GOAL OF THE EXERCISE: Filter the records for lines holding the string "function".

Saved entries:
= Beginning of Section =

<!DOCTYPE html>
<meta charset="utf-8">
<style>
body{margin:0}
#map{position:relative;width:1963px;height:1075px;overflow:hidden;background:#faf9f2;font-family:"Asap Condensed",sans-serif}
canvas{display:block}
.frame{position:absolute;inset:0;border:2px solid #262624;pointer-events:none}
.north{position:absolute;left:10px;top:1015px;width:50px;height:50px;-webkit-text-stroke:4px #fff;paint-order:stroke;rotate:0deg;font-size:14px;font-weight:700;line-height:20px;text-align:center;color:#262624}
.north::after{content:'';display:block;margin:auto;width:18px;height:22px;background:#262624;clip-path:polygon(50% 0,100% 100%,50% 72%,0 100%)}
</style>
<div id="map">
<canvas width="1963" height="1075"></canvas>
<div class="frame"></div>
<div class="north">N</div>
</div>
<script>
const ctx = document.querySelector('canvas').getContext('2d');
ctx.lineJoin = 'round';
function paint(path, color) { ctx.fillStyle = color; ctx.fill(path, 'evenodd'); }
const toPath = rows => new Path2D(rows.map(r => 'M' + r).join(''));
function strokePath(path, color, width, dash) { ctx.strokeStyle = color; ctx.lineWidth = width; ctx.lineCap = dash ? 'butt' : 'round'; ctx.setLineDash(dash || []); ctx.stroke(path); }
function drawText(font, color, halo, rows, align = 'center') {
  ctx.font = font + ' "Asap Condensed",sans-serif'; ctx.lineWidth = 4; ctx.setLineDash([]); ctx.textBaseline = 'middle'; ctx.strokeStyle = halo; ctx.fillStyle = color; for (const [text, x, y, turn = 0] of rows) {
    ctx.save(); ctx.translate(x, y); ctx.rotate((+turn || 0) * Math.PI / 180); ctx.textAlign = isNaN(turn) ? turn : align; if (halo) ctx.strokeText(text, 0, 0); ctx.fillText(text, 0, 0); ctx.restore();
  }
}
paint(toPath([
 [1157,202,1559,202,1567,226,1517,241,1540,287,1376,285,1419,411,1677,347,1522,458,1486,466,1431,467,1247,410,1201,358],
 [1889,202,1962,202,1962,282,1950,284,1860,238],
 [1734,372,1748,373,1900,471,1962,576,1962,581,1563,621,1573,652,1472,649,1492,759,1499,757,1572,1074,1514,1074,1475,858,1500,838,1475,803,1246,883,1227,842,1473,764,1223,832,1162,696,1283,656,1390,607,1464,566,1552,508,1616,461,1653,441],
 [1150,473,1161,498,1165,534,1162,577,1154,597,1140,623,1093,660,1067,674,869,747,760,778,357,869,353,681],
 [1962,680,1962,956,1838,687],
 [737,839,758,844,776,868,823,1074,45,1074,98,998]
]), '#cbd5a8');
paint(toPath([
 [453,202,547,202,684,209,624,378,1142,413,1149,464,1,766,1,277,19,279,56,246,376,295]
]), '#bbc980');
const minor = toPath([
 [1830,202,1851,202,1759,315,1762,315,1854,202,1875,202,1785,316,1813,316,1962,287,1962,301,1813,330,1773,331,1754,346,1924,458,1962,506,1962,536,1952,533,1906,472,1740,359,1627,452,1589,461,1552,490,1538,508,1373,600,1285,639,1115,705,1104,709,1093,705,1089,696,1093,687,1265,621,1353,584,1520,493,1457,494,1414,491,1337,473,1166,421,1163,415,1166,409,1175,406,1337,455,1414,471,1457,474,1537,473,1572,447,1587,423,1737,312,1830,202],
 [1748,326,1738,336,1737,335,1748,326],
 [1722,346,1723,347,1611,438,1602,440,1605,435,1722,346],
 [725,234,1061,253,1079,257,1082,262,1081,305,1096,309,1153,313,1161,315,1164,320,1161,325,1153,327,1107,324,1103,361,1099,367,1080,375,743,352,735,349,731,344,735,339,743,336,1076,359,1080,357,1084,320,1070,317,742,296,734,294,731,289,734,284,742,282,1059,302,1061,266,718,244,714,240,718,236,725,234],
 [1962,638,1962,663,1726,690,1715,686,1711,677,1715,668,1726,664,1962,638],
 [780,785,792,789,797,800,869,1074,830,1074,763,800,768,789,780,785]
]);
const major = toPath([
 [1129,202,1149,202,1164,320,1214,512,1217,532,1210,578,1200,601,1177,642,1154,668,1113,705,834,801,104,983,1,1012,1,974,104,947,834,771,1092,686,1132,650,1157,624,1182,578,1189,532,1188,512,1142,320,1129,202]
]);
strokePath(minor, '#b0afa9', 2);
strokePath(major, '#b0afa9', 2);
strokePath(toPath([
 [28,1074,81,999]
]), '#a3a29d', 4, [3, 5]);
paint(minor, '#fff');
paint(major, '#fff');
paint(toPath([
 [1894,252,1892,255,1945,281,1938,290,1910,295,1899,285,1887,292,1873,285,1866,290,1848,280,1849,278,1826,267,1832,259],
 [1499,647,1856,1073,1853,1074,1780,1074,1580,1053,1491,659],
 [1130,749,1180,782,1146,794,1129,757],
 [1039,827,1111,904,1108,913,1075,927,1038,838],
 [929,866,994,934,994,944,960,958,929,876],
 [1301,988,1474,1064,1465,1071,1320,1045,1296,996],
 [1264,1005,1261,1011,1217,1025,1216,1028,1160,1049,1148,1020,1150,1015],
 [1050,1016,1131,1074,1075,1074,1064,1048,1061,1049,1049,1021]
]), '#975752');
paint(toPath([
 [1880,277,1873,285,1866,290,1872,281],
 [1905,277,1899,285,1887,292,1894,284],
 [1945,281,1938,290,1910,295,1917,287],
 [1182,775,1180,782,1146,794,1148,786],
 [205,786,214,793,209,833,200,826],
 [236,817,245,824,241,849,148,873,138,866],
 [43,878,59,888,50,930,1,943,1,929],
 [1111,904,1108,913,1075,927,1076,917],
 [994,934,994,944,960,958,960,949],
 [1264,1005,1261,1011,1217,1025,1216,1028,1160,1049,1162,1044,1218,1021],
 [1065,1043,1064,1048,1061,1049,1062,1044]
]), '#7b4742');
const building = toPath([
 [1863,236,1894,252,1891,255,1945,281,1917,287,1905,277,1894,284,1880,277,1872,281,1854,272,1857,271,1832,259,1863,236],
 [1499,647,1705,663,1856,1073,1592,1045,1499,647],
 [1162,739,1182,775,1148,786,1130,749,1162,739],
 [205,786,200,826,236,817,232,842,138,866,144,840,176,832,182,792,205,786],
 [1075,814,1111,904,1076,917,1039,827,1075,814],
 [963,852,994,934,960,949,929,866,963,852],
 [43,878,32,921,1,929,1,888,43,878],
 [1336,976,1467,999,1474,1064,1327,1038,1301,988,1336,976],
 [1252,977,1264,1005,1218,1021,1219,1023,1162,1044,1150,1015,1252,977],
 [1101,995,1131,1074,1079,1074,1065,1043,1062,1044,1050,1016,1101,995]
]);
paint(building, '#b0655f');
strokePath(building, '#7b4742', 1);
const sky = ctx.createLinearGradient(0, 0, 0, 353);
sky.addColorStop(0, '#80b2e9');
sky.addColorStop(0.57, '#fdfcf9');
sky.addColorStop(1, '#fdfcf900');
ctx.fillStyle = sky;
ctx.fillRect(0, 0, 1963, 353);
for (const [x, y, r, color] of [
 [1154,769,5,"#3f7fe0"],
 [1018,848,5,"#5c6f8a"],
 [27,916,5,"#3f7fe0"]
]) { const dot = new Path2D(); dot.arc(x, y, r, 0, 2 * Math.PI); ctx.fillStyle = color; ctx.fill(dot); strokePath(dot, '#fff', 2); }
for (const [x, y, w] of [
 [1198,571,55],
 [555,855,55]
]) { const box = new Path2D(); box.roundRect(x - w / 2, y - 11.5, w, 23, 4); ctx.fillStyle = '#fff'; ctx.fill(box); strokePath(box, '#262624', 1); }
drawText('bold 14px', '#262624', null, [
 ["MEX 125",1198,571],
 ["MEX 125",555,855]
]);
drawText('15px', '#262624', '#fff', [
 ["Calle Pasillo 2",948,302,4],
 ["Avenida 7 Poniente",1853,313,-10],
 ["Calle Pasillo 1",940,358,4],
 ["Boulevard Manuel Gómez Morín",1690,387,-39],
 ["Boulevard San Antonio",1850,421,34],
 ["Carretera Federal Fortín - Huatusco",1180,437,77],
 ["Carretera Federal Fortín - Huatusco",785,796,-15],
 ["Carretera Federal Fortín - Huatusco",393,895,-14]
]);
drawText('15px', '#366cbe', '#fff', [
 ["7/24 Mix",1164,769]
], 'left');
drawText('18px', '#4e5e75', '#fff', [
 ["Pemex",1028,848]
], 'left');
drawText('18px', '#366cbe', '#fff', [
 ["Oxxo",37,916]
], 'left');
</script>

= End of Section =

EXERCISE RESULT:
function paint(path, color) { ctx.fillStyle = color; ctx.fill(path, 'evenodd'); }
function strokePath(path, color, width, dash) { ctx.strokeStyle = color; ctx.lineWidth = width; ctx.lineCap = dash ? 'butt' : 'round'; ctx.setLineDash(dash || []); ctx.stroke(path); }
function drawText(font, color, halo, rows, align = 'center') {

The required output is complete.